Tourists visiting the an exhibition on segregation at the National Museum of African American History and Culture on Wednesday found a noose hanging there, the second such incident on the Smithsonian grounds this week.
According to Smithsonian Magazine, the exhibit gallery was closed for three hours as police investigated the noose and removed it.
A statement from our Founding Director Lonnie Bunch on the noose found in our history galleries today. pic.twitter.com/sFWVSaobhV
— Smithsonian NMAAHC (@NMAAHC) May 31, 2017
In a statement released via the museum’s official Twitter account, founding Director
Lonnie Bunch wrote:
The noose has long represented a deplorable act of cowardice and depravity—a symbol of extreme violence for African Americans. Today’s incident is a painful reminder of the challenges that African Americans continue to face.
Our museum is a place of learning and solace, a place to remember, to reflect and to engage in important discussions that help change America.
This was a horrible act, but it is a stark reminder of why our work is so important.

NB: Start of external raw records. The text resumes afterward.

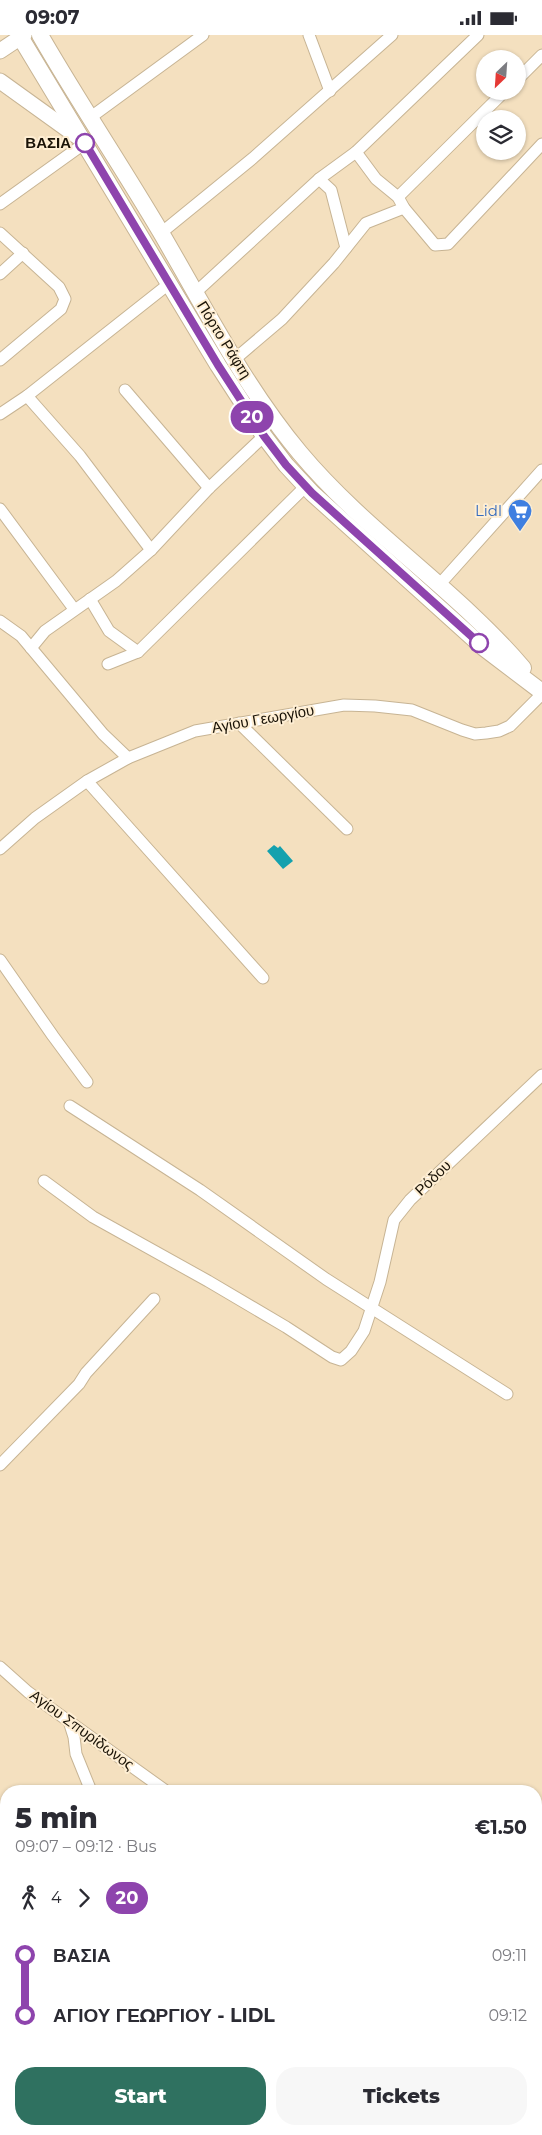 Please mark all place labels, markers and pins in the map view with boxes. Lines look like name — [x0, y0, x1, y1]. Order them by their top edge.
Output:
place label: ΒΑΣΙΑ — [25, 133, 71, 152]
marker: ΒΑΣΙΑ — [75, 133, 95, 153]
supermarket icon: Lidl — [507, 498, 533, 532]
place label: Lidl — [475, 501, 502, 520]
unlabelled marker — [469, 633, 489, 653] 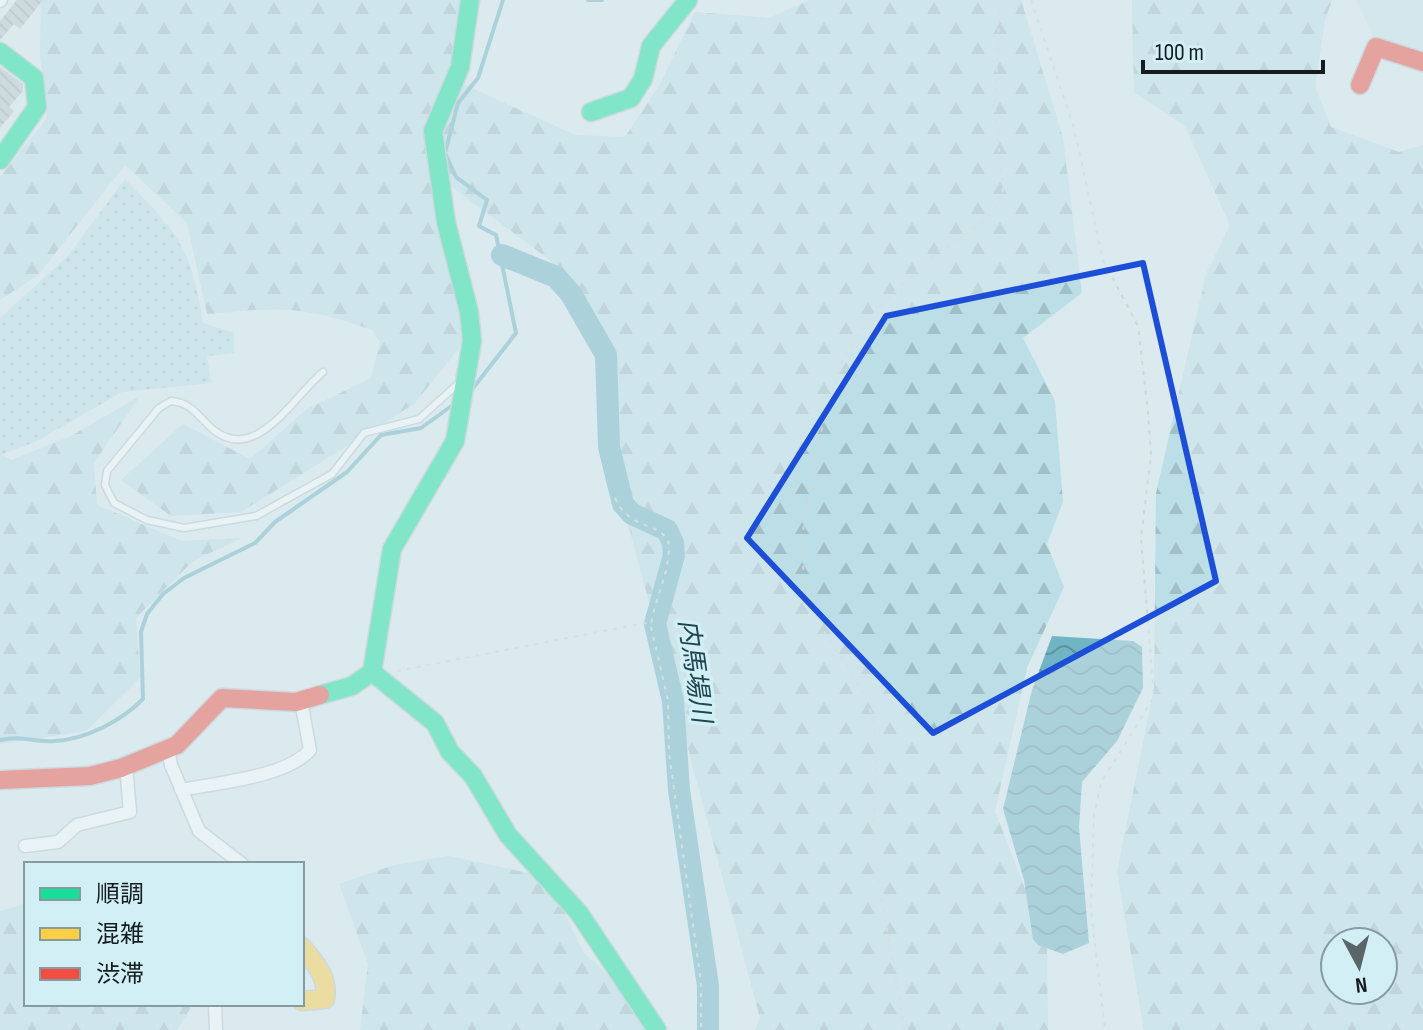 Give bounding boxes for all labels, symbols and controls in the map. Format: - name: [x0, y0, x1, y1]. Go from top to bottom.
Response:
- scale bar: [1143, 24, 1323, 74]
- text: 100 m: [1155, 38, 1204, 67]
- water label: 内馬場川: [671, 617, 717, 728]
- legend: [24, 862, 304, 1006]
- text: 順調: [96, 880, 144, 909]
- text: 混雑: [96, 920, 144, 949]
- north arrow: [1319, 926, 1399, 1006]
- text: 渋滞: [96, 960, 144, 989]
- text: N: [1354, 970, 1369, 998]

Four days ago, a noose was found hanging on a tree outside the Hirshhorn Museum. The investigation into Wednesday’s incident at NMAAHC is ongoing, but both the public and staff have been assured that the museum is safe.
“The Smithsonian family stands together in condemning this act of hatred and intolerance, especially repugnant in a museum that affirms and celebrates the American values of inclusion and diversity,” David Skorton, secretary of the Smithsonian Institution, wrote in an institutionwide email. “We will not be intimated. Cowardly acts like these will not, for one moment, prevent us from the vital work we do.”